Aside from Ian Holm's performance as the suspicious Ash and his resurrected interrogation where he admits to his admiration of the alien creature (his words complimenting a face covered in white liquid), the movie's filled with pedestrian acting and dialogue. Nothing has been done in the writing to make me care about these people (they're just walking jobs), and they don't act with any serious urgency to everything they've seen in the alien ship which, if I was there, would've been enough to make me sh!t my pants and nope out. Not here. No, the show must go on. It's all
MUH COMPANY REGULATIONS from there. The script is literally in service to the spectacle, and so when I saw they weren't scared until the writing required it,
I wasn't scared at all. That's what makes something like
The Blair Witch Project so effective for me: because the movie takes its time to let me get to know the characters--doesn't matter if I like them or not. (Hell, even
Hostel took the time to do that, and I
hated those characters!) So, when they start to fight and lose their minds--all cold, lost and scared--I care about them, and then the same effect happens to
me.
And I can't help them!

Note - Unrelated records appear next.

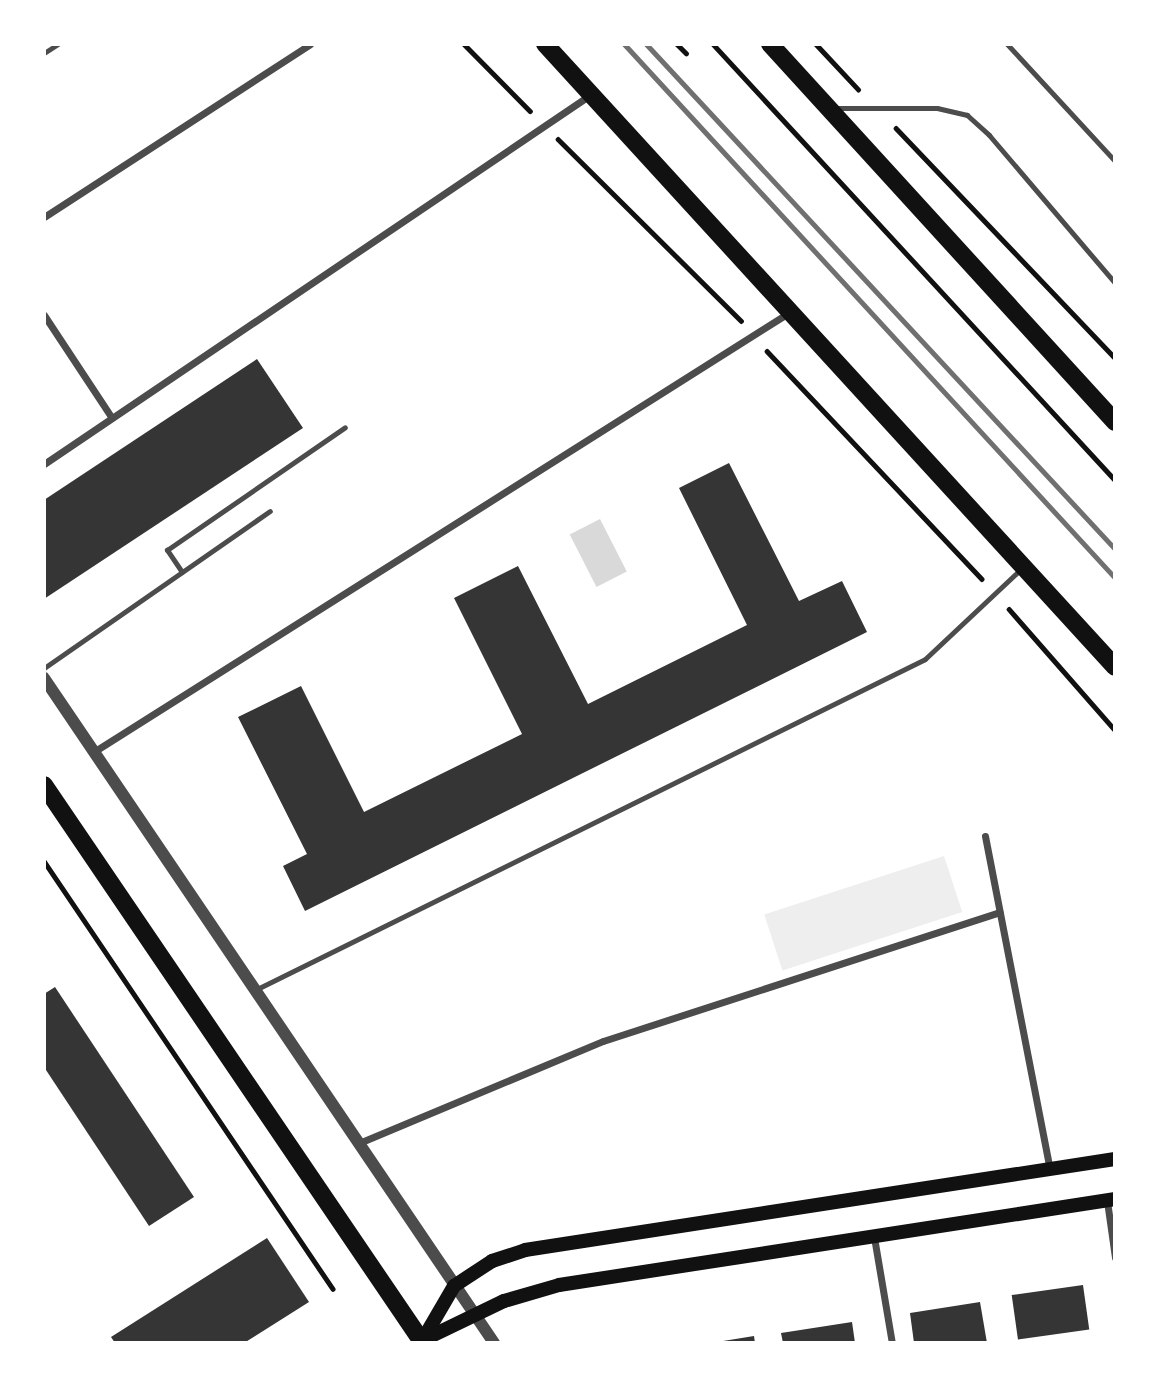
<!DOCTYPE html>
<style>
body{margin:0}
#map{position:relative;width:1159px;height:1387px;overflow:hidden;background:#fff;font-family:Arial,sans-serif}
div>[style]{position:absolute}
.green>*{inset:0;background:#eee;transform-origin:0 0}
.water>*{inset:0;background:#d9d9d9;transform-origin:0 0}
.building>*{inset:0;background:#353535;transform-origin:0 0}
.path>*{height:4.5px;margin:-2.25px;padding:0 2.25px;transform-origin:2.25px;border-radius:2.25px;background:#111}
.service>*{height:5px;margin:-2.5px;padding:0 2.5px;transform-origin:2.5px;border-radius:2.5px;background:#4c4c4c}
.minor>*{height:7px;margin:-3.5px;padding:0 3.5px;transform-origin:3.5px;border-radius:3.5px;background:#4c4c4c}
.tertiary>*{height:12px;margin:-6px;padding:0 6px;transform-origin:6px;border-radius:6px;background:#4c4c4c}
.secondary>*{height:14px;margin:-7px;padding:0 7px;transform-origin:7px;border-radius:7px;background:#111}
.primary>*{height:18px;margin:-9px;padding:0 9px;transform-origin:9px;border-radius:9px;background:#111}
.rail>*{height:5px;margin:-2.5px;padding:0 2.5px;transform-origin:2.5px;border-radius:2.5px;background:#707070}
span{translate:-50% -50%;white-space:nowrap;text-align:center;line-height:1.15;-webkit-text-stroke:7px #fff;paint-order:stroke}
.frame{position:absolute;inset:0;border:46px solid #fff;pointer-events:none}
</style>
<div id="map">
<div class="green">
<i style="left:944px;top:856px;width:59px;height:189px;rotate:72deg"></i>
</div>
<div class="water">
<i style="left:600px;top:519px;width:59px;height:34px;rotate:63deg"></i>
</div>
<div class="building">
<i style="clip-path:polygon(257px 359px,303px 428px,44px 599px,44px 500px)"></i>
<i style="clip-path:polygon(729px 463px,799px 601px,842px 581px,867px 632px,305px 911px,283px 866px,307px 854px,238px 717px,301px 686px,364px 812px,522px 734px,454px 598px,518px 566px,588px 704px,747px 625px,679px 488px)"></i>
<i style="clip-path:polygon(55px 987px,194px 1197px,149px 1226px,44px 1067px,44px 994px)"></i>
<i style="clip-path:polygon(267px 1238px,309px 1302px,244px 1343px,115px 1343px,111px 1337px)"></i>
<i style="left:1083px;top:1285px;width:45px;height:72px;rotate:82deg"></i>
<i style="clip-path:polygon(980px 1302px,987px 1343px,914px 1343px,910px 1313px)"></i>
<i style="clip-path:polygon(852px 1322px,855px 1343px,783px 1343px,781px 1333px)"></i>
<i style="clip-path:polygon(754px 1336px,755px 1343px,717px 1343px,717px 1342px)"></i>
</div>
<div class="path">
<i style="left:464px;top:44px;width:94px;rotate:45.4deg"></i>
<i style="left:677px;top:44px;width:13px;rotate:45deg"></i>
<i style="left:713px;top:44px;width:593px;rotate:47.32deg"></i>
<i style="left:816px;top:44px;width:62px;rotate:47deg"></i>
<i style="left:896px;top:128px;width:318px;rotate:46.4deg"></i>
<i style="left:558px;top:139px;width:258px;rotate:44.8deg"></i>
<i style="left:767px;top:351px;width:313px;rotate:46.7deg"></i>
<i style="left:1009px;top:609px;width:161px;rotate:48.8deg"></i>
<i style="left:44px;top:861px;width:516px;rotate:55.97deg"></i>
</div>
<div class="service">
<i style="left:1007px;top:44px;width:159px;rotate:47.3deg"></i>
<i style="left:44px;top:53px;width:17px;rotate:-33deg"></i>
<i style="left:835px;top:108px;width:102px"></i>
<i style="left:937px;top:108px;width:31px;rotate:13deg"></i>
<i style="left:967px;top:115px;width:30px;rotate:42deg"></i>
<i style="left:989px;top:135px;width:194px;rotate:49.6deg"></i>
<i style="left:182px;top:572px;width:27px;rotate:-124deg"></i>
<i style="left:167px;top:550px;width:216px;rotate:-34.6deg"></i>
<i style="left:44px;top:668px;width:275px;rotate:-34.8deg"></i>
<i style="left:255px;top:990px;width:747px;rotate:-26.29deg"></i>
<i style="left:925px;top:659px;width:132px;rotate:-43.2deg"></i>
</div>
<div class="minor">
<i style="left:44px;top:217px;width:317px;rotate:-33deg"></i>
<i style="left:44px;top:315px;width:123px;rotate:56.6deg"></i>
<i style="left:44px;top:464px;width:659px;rotate:-34.05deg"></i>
<i style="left:95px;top:751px;width:822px;rotate:-32.28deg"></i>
<i style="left:985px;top:836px;width:339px;rotate:79deg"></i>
<i style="left:359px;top:1143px;width:264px;rotate:-22.7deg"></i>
<i style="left:603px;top:1041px;width:417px;rotate:-18deg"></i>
<i style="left:1107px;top:1201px;width:57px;rotate:81.9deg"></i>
<i style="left:874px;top:1237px;width:108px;rotate:80.4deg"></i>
</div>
<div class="tertiary">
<i style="left:44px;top:678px;width:803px;rotate:55.91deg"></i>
</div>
<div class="secondary">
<i style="left:422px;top:1341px;width:64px;rotate:-59.8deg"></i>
<i style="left:454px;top:1286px;width:45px;rotate:-33.3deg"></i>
<i style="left:492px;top:1261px;width:35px;rotate:-18deg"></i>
<i style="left:525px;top:1250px;width:597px;rotate:-8.77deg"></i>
<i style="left:419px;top:1342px;width:94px;rotate:-25.8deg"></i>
<i style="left:504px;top:1301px;width:57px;rotate:-16.2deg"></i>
<i style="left:559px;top:1285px;width:563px;rotate:-8.79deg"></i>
</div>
<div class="primary">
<i style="left:545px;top:44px;width:844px;rotate:47.54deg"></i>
<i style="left:770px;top:44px;width:512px;rotate:47.61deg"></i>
<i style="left:44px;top:785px;width:675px;rotate:55.82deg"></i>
</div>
<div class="rail">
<i style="left:624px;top:44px;width:725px;rotate:47.4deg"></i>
<i style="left:646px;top:44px;width:689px;rotate:47.12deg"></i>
</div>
<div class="frame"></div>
</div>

Now,
that's scary!
And since all that money and effort is spent on those sets and special effects, with Scott taking his sweet time lingering over every inch of it... I'm restless long after I've got the point already and start glancing over at the clock. (It starts feeling more like a museum piece at the halfway mark.) So, what I'm left with are false-alarm jump scares, music cues and a camera so in love with these creations, you can't help but notice in several shots that the alien is actually just a guy in a suit. (The way the alien went
BOO! with his hands at Dallas in the air duct nearly made me laugh.)
Thankfully, the
good news after was twofold: Carpenter came along in '82 and showed us how it's done... and we all know how Dan O'Bannon redeemed himself six years later with his smash cult hit.
If this movie had to happen in order to get those gems, then... thanks, I guess?